◆ Your goal: Write out, unaltered, each line from the top of the records below down to the line where "function paint(path, color)" appears, that line included.

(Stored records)
........
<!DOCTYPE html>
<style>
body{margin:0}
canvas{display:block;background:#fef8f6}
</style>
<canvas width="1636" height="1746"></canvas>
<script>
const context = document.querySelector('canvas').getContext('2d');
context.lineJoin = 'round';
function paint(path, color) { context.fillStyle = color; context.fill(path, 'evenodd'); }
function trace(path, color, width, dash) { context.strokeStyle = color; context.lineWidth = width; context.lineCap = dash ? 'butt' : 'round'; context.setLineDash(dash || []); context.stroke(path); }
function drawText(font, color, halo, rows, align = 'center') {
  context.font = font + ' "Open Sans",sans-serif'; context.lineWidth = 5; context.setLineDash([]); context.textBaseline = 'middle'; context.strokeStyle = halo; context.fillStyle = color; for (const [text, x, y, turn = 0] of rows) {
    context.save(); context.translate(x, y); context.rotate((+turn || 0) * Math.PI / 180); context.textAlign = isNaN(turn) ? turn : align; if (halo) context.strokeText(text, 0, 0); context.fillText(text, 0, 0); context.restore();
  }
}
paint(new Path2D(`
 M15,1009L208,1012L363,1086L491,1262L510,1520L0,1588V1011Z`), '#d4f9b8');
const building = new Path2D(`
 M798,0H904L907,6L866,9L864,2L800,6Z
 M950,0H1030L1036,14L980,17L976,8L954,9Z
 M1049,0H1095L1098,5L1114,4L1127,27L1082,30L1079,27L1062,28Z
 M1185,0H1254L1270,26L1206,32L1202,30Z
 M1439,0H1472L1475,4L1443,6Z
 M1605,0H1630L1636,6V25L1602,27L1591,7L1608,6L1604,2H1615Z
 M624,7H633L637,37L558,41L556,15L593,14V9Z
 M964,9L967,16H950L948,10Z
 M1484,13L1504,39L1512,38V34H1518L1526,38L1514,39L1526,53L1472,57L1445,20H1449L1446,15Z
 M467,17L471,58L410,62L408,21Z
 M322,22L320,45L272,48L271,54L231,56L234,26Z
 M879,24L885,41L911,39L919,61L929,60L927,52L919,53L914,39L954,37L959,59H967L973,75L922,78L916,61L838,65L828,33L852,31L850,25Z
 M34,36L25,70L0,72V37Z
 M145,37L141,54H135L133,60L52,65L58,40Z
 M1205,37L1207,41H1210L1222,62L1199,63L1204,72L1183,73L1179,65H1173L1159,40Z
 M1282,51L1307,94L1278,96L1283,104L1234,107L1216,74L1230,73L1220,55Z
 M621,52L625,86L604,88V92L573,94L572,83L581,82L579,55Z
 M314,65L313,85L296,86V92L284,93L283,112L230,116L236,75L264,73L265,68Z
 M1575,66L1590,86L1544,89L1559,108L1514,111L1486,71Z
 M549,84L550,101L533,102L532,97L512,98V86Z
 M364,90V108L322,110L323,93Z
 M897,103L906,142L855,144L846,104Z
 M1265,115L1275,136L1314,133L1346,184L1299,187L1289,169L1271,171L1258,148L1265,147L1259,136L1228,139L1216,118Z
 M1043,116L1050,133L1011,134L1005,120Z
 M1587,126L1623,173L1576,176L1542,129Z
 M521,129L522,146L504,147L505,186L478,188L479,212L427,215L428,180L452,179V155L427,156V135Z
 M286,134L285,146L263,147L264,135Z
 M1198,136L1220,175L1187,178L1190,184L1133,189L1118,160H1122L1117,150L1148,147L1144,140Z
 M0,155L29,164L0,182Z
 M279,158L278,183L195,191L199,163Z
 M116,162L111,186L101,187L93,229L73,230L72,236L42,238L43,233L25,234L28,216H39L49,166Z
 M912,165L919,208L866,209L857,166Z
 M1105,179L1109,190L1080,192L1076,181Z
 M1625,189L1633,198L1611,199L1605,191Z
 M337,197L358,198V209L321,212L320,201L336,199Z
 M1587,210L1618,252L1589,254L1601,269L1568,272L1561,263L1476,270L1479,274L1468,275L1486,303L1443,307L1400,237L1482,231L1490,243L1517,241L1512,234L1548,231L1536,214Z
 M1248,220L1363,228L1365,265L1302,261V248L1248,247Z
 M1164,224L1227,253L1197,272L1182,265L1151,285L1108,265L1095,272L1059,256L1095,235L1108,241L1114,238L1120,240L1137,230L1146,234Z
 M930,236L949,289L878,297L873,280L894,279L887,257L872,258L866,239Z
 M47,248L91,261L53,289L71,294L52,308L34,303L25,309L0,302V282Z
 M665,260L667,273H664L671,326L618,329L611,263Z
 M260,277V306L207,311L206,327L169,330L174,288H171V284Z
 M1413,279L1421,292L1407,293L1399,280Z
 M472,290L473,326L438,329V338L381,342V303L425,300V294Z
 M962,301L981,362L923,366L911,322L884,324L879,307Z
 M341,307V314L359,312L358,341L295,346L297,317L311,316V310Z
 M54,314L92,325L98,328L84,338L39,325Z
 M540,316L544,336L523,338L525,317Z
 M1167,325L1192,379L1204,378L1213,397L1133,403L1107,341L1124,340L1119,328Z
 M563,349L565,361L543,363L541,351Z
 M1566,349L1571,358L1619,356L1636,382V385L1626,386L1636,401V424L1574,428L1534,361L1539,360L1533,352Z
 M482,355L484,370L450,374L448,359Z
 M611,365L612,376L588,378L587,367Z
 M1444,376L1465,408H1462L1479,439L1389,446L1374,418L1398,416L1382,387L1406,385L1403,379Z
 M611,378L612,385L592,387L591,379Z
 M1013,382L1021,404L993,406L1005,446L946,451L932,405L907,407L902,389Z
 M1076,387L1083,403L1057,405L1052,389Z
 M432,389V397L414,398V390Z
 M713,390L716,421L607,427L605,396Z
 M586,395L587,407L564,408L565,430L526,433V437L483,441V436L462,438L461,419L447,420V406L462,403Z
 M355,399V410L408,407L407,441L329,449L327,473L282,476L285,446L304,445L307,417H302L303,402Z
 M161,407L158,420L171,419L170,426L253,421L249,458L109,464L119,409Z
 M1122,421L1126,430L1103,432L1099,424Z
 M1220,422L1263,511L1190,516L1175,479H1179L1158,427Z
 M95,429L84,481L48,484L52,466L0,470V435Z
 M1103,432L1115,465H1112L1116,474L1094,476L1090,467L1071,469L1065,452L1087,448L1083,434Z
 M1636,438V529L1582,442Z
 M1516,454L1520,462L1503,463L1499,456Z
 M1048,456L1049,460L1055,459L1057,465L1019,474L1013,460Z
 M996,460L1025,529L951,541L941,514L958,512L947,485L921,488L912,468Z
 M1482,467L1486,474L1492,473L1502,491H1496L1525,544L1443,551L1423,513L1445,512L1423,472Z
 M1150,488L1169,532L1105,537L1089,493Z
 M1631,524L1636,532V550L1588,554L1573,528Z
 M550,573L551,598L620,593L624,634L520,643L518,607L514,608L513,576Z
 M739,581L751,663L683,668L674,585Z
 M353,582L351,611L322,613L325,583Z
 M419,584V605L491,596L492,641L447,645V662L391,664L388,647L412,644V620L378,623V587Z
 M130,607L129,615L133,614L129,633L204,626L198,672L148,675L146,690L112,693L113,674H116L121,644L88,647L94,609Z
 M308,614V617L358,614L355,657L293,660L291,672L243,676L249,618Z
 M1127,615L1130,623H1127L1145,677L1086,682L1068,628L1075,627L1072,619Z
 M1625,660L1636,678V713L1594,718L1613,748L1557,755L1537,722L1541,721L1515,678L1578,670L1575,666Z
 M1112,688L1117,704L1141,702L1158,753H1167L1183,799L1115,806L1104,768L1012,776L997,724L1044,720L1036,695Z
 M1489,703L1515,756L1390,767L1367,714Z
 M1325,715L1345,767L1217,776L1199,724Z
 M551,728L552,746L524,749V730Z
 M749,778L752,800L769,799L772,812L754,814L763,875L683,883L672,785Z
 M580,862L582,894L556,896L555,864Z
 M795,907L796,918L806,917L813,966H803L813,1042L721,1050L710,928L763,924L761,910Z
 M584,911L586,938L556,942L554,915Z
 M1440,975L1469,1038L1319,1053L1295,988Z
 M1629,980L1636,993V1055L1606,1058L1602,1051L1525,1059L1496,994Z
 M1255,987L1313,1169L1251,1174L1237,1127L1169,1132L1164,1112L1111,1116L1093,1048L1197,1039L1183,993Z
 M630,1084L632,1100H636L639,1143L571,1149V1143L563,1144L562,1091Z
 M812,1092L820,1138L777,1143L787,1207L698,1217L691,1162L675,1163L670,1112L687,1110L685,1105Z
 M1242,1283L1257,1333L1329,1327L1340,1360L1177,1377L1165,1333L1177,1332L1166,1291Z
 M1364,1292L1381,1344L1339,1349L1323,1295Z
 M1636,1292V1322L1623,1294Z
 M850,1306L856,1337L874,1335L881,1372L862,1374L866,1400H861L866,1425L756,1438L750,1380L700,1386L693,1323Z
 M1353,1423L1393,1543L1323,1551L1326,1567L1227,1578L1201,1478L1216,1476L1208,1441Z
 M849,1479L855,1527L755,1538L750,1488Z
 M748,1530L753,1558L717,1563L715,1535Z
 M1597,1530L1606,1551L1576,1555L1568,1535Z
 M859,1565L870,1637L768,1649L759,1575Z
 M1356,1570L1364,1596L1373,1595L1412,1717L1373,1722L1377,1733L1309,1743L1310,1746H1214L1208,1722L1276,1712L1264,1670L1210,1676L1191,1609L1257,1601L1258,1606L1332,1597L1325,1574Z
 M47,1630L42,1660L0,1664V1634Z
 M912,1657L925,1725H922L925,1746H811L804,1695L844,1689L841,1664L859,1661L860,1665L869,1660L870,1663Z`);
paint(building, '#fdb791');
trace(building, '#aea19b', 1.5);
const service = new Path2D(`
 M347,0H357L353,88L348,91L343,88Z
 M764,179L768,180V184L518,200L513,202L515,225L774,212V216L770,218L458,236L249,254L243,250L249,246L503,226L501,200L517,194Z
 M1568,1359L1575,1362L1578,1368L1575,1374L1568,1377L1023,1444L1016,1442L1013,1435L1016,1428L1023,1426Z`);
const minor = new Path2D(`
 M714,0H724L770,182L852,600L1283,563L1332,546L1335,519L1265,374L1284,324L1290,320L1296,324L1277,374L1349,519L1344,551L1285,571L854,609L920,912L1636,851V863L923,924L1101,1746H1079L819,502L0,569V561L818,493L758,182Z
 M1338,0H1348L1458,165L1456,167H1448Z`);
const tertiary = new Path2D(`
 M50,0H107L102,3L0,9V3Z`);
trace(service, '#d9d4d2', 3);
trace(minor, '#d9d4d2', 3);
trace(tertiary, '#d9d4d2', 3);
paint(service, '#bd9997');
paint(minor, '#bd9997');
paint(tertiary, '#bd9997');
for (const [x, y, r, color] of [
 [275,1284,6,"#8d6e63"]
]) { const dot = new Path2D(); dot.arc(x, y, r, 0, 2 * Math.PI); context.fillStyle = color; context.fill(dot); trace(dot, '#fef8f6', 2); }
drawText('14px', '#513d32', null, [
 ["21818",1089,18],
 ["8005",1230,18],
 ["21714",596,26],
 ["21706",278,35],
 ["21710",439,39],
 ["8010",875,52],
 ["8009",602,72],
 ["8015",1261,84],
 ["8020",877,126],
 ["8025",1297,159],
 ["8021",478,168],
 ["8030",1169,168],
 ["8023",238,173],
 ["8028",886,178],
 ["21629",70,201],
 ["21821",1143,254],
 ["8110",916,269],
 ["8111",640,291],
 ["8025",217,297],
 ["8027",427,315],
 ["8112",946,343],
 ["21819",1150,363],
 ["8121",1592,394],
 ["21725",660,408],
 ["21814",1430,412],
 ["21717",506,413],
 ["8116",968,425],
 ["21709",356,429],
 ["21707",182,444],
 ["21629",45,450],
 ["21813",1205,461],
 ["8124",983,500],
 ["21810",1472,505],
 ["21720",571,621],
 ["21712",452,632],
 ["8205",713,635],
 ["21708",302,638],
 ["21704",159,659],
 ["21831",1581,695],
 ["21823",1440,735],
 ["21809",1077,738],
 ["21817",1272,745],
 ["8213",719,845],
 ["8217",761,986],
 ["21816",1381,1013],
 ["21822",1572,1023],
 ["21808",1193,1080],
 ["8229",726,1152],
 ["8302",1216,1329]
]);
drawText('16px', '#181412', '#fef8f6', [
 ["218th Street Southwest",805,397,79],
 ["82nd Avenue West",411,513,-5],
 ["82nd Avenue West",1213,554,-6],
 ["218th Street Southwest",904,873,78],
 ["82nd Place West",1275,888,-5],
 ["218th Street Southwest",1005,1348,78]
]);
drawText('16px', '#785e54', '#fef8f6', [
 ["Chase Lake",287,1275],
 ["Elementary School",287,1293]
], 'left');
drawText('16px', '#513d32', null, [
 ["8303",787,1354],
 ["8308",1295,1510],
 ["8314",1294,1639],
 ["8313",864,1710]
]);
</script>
........
◆ Task response:
<!DOCTYPE html>
<style>
body{margin:0}
canvas{display:block;background:#fef8f6}
</style>
<canvas width="1636" height="1746"></canvas>
<script>
const context = document.querySelector('canvas').getContext('2d');
context.lineJoin = 'round';
function paint(path, color) { context.fillStyle = color; context.fill(path, 'evenodd'); }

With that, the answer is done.